They're filled with fiber and plant-based protein, as well as immune-boosting antioxidants and bloat-busting minerals. Chickpeas easily go in soups, stews, salads, and side dishes. Plus, chickpea flour is a great baking alternative for a more nutrient-dense and filling end result.
Ever chow on celery because you heard digesting it burns more calories than the flavorless food contains? Well, it turns out the idea of "negative calorie" food is completely bogus. But there are other reasons the crunchy stalks can support a weight loss journey. "Celery offers much more than just low-calorie contents," says Richards. For starters, it contains a great deal of inflammation-lowering antioxidants that can help fight damaging free radicals, which are thought to contribute to chronic conditions and cancer, she says.
"Celery also contains a compound called "apiuman," which has been shown to support gastrointestinal health," according to Richards. "When the gut is healthy, your metabolism can work more efficiently to aid in weight loss," she says. Goodbye constipation-induced weight gain!
Avocados are rich in monounsaturated fatty acids, dietary fiber, potassium and phytochemicals. People who eat avocados tend to have lower BMI, body weight and waist circumference than people who skip this green superfood, per a study in Nutrition Journal. While avocados are higher in calories than other fruits and vegetables, their satisfying fat and fiber combo may help you slim down. Add some to your salad, sandwich or taco night for a burst of creaminess and flavor.
An apple a day keeps the . . . weight gain away? It's true. The how is two-fold. Richards explains: "Apples are rich in antioxidants that help rid the body of toxins that can contribute to inflammation in the body and unwanted weight gain."
And they contain a ton of fiber, she says. One apple contains upward of 5 grams of fiber, which makes them more filling compared to snacks of similar calorie contents. It's simple: eat an apple, feel fuller, snack less throughout the day. Richards adds: "The fiber also helps keep the gut microbiome healthy and balanced—an essential component of good metabolism."
A cup of peas packs 8 grams of protein and tons of key bloat-reducing nutrients. It's got nearly all of what you need daily for vitamin C, plus magnesium, potassium, and iron — all of which aid in counterbalancing sodium and bringing oxygen to blood cells.
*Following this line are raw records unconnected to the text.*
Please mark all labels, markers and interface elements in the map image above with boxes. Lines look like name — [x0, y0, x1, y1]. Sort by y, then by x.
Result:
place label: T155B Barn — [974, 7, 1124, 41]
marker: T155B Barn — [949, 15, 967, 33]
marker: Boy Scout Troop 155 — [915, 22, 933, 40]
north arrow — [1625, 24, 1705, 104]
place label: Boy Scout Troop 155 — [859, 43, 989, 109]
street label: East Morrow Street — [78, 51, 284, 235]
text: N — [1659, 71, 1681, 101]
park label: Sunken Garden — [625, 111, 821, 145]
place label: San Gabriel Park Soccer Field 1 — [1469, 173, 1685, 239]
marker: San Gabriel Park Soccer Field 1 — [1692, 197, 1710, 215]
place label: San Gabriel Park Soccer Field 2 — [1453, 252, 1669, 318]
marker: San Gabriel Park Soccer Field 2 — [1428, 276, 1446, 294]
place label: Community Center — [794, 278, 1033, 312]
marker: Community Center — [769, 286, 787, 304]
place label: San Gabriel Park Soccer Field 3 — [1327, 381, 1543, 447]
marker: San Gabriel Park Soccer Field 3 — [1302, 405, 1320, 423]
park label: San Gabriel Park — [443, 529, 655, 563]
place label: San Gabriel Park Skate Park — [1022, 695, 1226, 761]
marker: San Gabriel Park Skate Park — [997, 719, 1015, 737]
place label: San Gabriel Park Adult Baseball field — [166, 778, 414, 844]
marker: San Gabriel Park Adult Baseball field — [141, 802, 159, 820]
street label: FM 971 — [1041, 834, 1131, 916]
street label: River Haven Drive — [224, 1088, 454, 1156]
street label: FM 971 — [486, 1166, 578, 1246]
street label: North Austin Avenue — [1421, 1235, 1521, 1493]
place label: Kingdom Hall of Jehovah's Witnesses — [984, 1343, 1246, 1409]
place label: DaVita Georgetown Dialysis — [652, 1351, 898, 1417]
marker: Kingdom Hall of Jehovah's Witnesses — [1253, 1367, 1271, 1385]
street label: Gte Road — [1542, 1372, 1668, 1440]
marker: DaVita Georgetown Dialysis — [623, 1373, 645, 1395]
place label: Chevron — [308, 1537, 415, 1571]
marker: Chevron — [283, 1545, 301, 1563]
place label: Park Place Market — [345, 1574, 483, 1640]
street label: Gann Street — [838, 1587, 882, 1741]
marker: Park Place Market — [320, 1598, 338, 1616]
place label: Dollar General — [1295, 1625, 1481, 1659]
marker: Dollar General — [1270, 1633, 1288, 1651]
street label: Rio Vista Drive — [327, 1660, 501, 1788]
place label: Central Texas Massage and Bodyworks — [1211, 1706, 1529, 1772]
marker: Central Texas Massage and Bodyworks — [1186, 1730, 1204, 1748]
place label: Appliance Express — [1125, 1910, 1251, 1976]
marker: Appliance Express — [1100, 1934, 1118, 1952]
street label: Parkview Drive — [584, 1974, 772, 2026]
Eggs are rich in high-quality protein, fats and essential nutrients, like vitamin D and choline. It's the protein, and the time of day we tend to eat them, that especially makes them a powerhouse for weight loss. Eating a high-protein breakfast promotes weight loss, because protein increases satiety while regulating hunger and appetite hormones, helping fend off your hunger until lunchtime. One study found that eating eggs for breakfast left people feeling more satisfied than those who had bagels-which helped them eat less throughout the day.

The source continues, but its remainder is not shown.